Мы еще долго стояли — пока взводные не переписали всех людей и не дали списки ротмистру Ягашину. Потом батальон гнали всю ночь. По грязным полевым дорогам, под дождем. Ягашин гнал. Он носился то к голове колонны, то к хвосту, нагайкой подгоняя отстающих, как скотину. Я тоже отведал его нагайки. То ли он бил без разбору, то ли углядел в темноте мою маленькую фигурку и отомстил за сожженные бурки.
Лошадей дали только Залонскому и начальнику штаба. Ротные офицеры и взводные шли вместе с солдатами.
На рассвете Ягашин не досчитался четырех человек. Может быть, упали от изнеможения или, очень может быть, сбежали, дезертировали. Вдобавок выяснилось, что мы сбились с дороги и пришли не туда. Ошалевший от злости ротмистр хотел гнать дальше, но обессиленные солдаты возмущенно загудели и потребовали отдыха и пищи: ужина не давали, и люди шли голодные. Ягашин вынужден был послать разъезд, чтоб разыскали обоз и полевые кухни, которые следовали за нами, но где-то отстали.

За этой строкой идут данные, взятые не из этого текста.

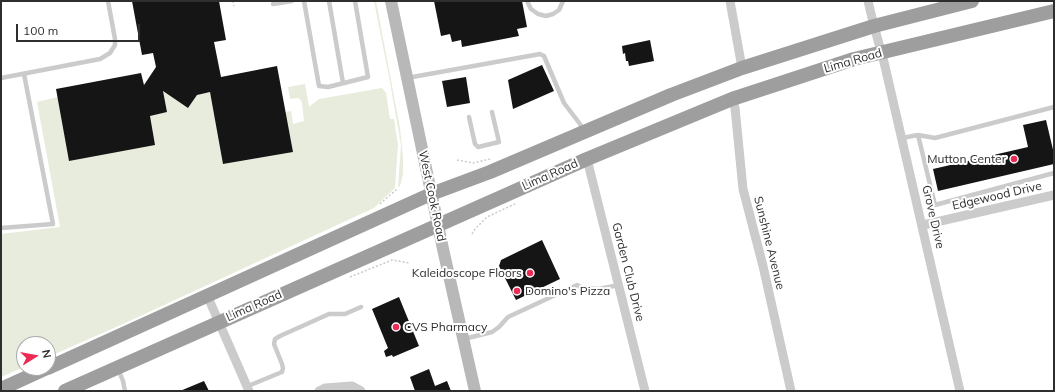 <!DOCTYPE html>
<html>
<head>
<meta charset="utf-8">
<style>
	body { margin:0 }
	#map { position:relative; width:1055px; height:392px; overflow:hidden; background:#fff; font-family:Mulish,sans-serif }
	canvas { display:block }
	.frame { position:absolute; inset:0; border:2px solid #2e2e2e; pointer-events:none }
	.north { position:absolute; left:16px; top:336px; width:40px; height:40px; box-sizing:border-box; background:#fff; border:1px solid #ababab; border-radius:50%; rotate:79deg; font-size:11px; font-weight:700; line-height:16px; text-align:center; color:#2e2e2e }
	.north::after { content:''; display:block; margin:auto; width:14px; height:18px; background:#ec2a53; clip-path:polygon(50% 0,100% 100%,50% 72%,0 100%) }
	.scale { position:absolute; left:16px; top:24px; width:124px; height:18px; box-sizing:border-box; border:2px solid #2e2e2e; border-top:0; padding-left:5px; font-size:12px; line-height:14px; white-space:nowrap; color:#2e2e2e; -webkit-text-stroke:3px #fff; paint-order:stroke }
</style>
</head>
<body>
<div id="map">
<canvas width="1055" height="392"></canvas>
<div class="frame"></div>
<div class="north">N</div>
<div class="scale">100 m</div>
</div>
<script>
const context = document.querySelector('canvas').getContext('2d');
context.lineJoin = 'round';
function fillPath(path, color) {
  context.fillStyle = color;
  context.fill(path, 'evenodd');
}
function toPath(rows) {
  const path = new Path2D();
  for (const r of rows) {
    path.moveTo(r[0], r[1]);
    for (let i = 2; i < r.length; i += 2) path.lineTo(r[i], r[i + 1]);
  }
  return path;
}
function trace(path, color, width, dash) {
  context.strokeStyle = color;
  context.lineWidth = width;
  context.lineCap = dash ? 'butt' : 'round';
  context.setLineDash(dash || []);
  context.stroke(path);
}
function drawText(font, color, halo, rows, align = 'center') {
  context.font = font + ' Mulish,sans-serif';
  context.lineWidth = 4;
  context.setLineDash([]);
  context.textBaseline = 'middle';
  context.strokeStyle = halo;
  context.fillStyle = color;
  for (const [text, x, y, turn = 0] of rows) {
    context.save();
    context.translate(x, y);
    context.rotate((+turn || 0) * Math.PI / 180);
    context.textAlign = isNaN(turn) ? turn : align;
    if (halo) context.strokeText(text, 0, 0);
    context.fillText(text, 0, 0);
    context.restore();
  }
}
const green = toPath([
	[374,1,376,1,400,128,403,157,403,174,400,186,398,187,401,145,390,82],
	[305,84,309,107,319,99,382,88,386,93,390,119,394,119,398,145,395,188,374,208,123,324,48,357,48,344,24,344,24,367,1,377,1,234,60,227,37,102,58,97,150,116,167,112,163,91,188,108,197,95,210,92,224,164,293,152,285,112,291,111,293,124,304,121,302,103,300,99,297,98,290,99,288,87]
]);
const building = toPath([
	[132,1,219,1,226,40,214,42,221,77,277,66,293,152,223,164,210,92,197,95,188,108,163,91,167,112,150,116,155,145,69,161,56,89,141,73,144,85,156,67,153,53,142,55],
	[434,1,522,1,527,27,517,29,519,36,462,47,461,40,452,42,450,34,441,36],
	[650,40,654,61,629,66,628,61,626,61,625,53,623,54,622,46],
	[542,65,554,91,513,109,508,80],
	[466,77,470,103,447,107,442,81],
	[1046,120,1054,154,1054,164,938,191,933,169,1028,147,1023,125],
	[542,240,560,279,516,300,499,266,501,260],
	[399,297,419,346,393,357,392,355,386,357,384,351,388,348,372,309],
	[429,369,435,386,447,381,451,391,415,391,410,377],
	[204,381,209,391,180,391]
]);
const path = toPath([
	[233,1,234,6],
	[457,160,473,163,490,159],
	[380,204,397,189],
	[472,234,475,229,487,217,517,203],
	[350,277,392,260,410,263]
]);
const service = toPath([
	[304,1,319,86,328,87,368,77,355,1],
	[329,1,343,83],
	[527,1,531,9,538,14,546,16,553,14,559,10,563,1],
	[273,4,292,1],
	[1,78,100,59,110,53,115,45,115,39,108,1],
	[407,78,540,54,544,56,564,103,580,124,583,131],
	[469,117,475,144,478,147,499,142,492,112],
	[918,135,935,205,1054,173],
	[902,138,918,135,935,138,1054,107],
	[1,228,53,224,24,74],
	[464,339,492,332,499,327,508,317,577,285,583,288,599,289,619,285],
	[118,369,123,381,125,391],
	[248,386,282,372,283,368,282,364,274,344,275,339,280,336,329,314,345,314,361,307]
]);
const minor = toPath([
	[730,1,742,68],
	[868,1,874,26,884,62,960,391],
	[732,99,735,108,743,189,763,266,791,391],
	[587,159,645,391],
	[923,225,1054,195],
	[207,295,249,391],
	[319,391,325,388,352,386,361,391]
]);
const secondary = toPath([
	[391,1,443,249,475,391]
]);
const trunk = toPath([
	[48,368,431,194,490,172,671,95,742,68,874,26,972,1],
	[1,389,47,368],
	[65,391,587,159,732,99,854,59,1054,11]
]);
const markers = [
	[1014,159,4,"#ec2a53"],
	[530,273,4,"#ec2a53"],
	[517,291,4,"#ec2a53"],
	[396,327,4,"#ec2a53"]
];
const streetNames = [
	["Lima Road",853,61,-16],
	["Lima Road",550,175,-24],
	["West Cook Road",432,196,78],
	["Edgewood Drive",997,196,-13],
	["Grove Drive",933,217,77],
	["Sunshine Avenue",769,243,76],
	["Garden Club Drive",628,272,76],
	["Lima Road",254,306,-24]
];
const poiNames = [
	["Mutton Center",1006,159],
	["Kaleidoscope Floors",522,273],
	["Domino's Pizza",525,291,"left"],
	["CVS Pharmacy",404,327,"left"]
];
fillPath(green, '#e7ecdc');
fillPath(building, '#151515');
trace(path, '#cbcbcb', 1.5, [2, 2]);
trace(service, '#cbcbcb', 4.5);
trace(minor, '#cbcbcb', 9);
trace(secondary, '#b8b8b8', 12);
trace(trunk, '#9e9e9e', 14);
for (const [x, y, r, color] of markers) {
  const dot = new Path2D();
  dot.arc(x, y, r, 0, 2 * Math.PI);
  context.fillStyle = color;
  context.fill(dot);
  trace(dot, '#fff', 1.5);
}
drawText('12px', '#2e2e2e', '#fff', streetNames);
drawText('12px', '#2e2e2e', '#fff', poiNames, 'right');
</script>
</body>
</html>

На привале я прислуживал капитану. Залонский был мрачен и ни разу не взглянул на меня; полотенце, мыло, миску с супом, ложку брал так, будто подавал их не человек, а дух бесплотный.
Совсем приунывший Сукновалов глотал слюну — у него не было миски. Вещи батальонного начальства привез каптенармус вместе с кухнями: вещи ротных офицеров ехали в обозе. Докука пошутил:
— Нашим мешкам особый почет.
Во время завтрака в поле он читал стихи. Здесь и в это время они звучали как издевательство, насмешка. Сукновалов скрежетал зубами. Солдаты с возмущением спрашивали у командиров:
— Мы кто: арестанты или солдаты? Почему с нами так обращаются? Куда нас гонят?
Пригнали батальон в Гордею. Там уже были другие батальоны, службы и штаб полка. Это приободрило и офицеров и солдат — что собрали всех вместе, и хотя лучшие хаты заняли казаки и всюду шныряла военно-полевая жандармерия, полк разместился как на отдых, только что без оружия.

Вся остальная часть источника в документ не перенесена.